Im zweiten Stück des Eröffnungskonzerts, Zones de turbulences des französischen Komponisten Philippe Manoury, ergaben sich wilde, zackige Passagen von mir bisher unbekannten Klängen. Beim konzentrierten Zuhören haben mich die neuen Klänge des Orchesters und des GrauSchumacher Piano Duos verwundert, überrascht und trotzdem gefesselt. Mit dem Ellbogen gespielte Toncluster schienen einen neuen Raum zu erschließen, in dem es keine Anhaltspunkte, kein Metrum und keine Harmonien gibt.
Die Musik in dieser anderen Atmosphäre war trotz des fehlenden Metrums und Harmonie wahnsinnig energiegeladen, ich fühle mich, als würde ich in einem leeren Raum schweben, der trotzdem gefüllt war mit Klängen und Energie. Doch fiel es mir schwer, das ganze Stück hindurch der Musik meine Energie zu geben, um die gleiche zurück zu bekommen. Es ist hart, die ganze Zeit konzentriert zu bleiben und nicht abzuschweifen, denn schnell ist der Kopf überfordert. All die fremden Klänge stiften Verwirrung und spielen mit den eigenen Erwartungen und Hörgewohnheiten. Ich habe die meiste Zeit einen stetigen Rhythmus vermisst, eine Art Rückgrat in der Musik, und tauchte dieses dann endlich auf, war es mindestens nach zwei Takten wieder vorbei. Die Musik lebt von dieser Achterbahnfahrt der Gefühle und Erwartungen des Zuhörers, vergleichbar mit einem packenden, spannenden Film: Man erwartet den Mörder hinter der Tür, man zerreißt innerlich vor Spannung und ist unendlich erleichtert, wenn die Szene vorüber ist.

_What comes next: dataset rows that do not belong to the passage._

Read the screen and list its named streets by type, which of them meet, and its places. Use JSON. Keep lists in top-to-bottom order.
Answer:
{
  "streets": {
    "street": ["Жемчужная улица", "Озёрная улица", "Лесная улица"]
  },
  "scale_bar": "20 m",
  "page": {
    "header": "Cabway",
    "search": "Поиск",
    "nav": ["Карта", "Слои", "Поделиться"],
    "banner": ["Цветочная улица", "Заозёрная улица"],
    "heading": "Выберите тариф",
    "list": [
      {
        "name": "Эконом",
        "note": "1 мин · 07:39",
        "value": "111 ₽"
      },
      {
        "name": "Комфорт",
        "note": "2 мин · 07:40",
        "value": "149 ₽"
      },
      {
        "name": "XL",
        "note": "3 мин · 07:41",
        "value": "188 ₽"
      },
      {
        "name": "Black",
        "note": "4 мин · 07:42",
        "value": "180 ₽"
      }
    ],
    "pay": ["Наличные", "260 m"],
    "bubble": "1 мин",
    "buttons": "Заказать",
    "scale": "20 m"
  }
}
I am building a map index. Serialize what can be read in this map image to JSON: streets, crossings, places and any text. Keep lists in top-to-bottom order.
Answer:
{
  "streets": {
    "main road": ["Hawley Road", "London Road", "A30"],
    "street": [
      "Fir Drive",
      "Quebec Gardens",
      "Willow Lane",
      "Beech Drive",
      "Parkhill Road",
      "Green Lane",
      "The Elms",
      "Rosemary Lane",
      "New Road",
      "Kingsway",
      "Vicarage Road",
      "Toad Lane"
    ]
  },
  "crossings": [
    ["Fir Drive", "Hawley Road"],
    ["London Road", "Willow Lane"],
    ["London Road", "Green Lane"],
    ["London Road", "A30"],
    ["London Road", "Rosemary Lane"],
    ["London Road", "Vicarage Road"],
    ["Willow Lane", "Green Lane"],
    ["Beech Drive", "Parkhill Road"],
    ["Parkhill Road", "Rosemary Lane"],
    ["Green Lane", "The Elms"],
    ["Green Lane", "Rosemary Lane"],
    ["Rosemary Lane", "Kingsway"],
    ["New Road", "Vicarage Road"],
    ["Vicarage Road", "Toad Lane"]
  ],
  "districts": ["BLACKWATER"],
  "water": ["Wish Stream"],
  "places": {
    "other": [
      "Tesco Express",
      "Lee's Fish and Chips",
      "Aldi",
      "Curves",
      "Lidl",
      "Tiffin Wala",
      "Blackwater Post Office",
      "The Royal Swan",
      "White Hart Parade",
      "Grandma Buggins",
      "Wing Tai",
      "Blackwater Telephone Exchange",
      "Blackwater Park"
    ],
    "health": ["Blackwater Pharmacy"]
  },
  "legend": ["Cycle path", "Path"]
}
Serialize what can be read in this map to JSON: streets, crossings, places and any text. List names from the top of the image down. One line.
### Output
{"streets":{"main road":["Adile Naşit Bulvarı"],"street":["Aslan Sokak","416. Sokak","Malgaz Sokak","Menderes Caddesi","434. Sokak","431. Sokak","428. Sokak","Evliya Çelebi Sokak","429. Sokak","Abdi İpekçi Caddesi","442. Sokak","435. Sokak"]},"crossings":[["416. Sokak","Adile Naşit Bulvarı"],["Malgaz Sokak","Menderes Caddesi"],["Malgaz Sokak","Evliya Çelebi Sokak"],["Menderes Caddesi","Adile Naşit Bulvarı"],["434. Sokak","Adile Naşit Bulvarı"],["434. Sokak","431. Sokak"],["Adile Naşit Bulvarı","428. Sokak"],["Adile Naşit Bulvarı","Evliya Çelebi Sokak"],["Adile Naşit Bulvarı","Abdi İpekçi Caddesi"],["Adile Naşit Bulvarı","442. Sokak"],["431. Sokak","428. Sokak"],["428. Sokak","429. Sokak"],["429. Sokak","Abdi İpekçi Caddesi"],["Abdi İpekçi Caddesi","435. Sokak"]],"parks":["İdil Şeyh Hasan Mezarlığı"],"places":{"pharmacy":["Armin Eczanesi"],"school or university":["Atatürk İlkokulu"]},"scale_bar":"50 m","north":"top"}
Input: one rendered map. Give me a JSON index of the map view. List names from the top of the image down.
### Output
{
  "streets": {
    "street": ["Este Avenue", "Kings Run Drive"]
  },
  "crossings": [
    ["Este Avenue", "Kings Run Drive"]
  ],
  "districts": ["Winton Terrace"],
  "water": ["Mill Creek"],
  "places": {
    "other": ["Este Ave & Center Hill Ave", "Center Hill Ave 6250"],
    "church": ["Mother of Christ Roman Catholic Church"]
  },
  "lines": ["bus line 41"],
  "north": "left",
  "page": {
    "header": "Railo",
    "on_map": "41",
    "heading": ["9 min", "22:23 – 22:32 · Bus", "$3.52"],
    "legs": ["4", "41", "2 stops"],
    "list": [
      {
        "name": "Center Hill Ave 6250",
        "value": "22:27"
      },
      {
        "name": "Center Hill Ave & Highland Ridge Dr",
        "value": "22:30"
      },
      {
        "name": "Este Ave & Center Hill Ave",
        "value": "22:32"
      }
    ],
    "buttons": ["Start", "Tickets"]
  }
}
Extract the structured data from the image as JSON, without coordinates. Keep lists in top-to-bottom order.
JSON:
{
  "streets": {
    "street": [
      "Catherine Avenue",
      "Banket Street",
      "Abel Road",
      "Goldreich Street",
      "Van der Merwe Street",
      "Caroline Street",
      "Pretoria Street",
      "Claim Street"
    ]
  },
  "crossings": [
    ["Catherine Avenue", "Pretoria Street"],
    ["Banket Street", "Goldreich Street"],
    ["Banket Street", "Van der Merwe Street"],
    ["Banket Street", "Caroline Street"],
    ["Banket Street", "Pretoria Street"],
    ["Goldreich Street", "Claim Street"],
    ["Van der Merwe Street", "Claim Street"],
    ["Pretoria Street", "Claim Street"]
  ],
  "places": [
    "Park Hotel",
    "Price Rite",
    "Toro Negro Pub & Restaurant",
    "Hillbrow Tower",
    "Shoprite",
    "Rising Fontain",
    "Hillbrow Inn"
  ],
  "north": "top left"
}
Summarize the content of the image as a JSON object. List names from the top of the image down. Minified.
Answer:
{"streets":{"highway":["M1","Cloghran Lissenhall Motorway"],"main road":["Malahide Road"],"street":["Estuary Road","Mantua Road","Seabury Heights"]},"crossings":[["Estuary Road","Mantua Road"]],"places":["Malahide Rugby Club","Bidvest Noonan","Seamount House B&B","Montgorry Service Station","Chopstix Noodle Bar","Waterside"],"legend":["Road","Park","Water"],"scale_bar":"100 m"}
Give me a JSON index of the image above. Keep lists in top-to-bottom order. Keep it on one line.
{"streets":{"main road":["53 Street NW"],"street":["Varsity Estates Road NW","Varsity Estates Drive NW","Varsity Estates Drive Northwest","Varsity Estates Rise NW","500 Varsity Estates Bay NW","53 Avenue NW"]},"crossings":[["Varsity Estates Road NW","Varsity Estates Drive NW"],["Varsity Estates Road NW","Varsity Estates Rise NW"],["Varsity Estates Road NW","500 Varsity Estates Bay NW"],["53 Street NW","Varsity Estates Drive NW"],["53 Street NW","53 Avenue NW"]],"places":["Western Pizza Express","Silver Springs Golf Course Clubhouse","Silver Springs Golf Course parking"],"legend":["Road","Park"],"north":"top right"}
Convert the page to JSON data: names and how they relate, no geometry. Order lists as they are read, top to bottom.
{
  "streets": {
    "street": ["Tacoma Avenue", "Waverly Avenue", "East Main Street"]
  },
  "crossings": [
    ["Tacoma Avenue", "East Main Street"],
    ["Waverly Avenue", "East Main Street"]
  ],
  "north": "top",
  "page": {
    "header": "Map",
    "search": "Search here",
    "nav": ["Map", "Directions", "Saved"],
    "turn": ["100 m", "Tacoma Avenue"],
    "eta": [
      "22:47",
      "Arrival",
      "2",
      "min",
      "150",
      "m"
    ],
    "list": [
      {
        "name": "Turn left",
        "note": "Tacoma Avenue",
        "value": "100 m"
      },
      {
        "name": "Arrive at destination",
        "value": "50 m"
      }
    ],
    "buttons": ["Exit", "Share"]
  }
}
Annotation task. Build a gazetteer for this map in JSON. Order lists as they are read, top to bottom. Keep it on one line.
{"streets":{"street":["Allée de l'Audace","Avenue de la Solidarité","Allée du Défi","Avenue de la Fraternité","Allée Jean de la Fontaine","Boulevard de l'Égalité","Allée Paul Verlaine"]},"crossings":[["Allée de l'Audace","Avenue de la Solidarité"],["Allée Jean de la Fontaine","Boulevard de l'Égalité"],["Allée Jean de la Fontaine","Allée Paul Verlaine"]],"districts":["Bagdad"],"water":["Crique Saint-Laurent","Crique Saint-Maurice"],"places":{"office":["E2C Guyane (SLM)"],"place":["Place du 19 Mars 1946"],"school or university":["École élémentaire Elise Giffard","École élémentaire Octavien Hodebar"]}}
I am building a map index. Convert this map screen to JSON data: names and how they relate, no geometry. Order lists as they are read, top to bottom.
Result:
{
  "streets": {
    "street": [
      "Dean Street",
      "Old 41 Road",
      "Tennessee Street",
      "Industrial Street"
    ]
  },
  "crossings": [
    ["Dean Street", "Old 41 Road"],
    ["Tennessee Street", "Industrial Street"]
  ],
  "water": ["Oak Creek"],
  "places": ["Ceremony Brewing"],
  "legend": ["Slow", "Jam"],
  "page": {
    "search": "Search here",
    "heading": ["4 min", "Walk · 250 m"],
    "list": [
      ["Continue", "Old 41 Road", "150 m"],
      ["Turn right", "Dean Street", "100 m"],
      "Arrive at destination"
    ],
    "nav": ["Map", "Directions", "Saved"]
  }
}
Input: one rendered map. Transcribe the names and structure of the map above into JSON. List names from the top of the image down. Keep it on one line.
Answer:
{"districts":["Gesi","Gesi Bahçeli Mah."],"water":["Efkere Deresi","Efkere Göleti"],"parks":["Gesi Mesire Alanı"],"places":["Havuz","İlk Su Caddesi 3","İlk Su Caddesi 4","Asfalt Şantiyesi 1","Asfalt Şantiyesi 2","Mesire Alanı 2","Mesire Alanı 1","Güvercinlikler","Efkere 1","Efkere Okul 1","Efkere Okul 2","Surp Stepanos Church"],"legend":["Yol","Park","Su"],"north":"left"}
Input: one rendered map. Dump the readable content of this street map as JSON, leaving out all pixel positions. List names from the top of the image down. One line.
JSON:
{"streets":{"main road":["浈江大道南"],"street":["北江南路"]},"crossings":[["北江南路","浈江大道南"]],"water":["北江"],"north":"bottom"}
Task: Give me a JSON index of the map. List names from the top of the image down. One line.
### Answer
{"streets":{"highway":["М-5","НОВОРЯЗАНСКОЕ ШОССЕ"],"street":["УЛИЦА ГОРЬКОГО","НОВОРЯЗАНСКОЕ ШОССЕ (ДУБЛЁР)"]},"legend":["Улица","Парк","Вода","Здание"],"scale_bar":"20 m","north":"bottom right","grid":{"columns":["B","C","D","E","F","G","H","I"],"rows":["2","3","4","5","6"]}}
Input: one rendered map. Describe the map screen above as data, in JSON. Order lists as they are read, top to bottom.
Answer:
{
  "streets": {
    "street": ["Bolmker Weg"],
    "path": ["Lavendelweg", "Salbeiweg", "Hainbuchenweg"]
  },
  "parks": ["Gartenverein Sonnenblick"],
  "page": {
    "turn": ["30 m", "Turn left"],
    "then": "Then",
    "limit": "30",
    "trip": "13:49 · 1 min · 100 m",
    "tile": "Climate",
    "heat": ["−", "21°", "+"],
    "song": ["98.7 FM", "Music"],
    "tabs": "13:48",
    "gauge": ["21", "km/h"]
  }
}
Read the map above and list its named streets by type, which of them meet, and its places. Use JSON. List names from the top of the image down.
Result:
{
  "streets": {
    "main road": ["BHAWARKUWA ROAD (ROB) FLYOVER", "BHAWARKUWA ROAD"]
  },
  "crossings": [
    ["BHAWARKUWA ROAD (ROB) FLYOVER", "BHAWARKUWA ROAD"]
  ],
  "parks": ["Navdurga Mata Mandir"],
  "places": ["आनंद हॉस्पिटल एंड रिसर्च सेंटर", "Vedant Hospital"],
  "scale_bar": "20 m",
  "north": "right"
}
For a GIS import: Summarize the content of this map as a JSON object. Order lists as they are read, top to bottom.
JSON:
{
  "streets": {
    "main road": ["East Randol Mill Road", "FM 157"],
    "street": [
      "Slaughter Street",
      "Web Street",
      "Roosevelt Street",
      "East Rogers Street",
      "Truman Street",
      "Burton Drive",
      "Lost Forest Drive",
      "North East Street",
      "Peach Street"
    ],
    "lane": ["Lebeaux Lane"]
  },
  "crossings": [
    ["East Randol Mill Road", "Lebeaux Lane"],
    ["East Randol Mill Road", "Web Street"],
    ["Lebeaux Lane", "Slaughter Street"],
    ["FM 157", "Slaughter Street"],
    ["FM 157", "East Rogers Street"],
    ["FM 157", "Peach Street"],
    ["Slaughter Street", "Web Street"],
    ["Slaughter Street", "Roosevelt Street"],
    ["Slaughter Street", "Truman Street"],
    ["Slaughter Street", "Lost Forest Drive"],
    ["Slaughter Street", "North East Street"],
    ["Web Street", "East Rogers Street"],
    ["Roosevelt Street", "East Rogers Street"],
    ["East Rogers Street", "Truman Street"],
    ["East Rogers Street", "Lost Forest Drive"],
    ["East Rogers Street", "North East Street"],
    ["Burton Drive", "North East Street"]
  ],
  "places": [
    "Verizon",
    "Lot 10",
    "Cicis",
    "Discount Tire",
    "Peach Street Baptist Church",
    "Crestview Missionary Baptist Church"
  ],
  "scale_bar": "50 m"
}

Das Konzert war eine Art Achterbahnfahrt, die jedoch ihre Auflösung dieser Spannung nie erreicht. Die Energie nimmt nie ab. Doch um diese Energie der Musik voll abzubekommen, muss man ihr gleichzeitig durch konzentriertes Hören Energie einspeisen, was auf Dauer anstrengend werden würde. Zones de turbulences – ein Energiebündel, das aber auch nur durch Energiezufuhr des konzentrierten Zuhörens geöffnet und aufgenommen werden kann.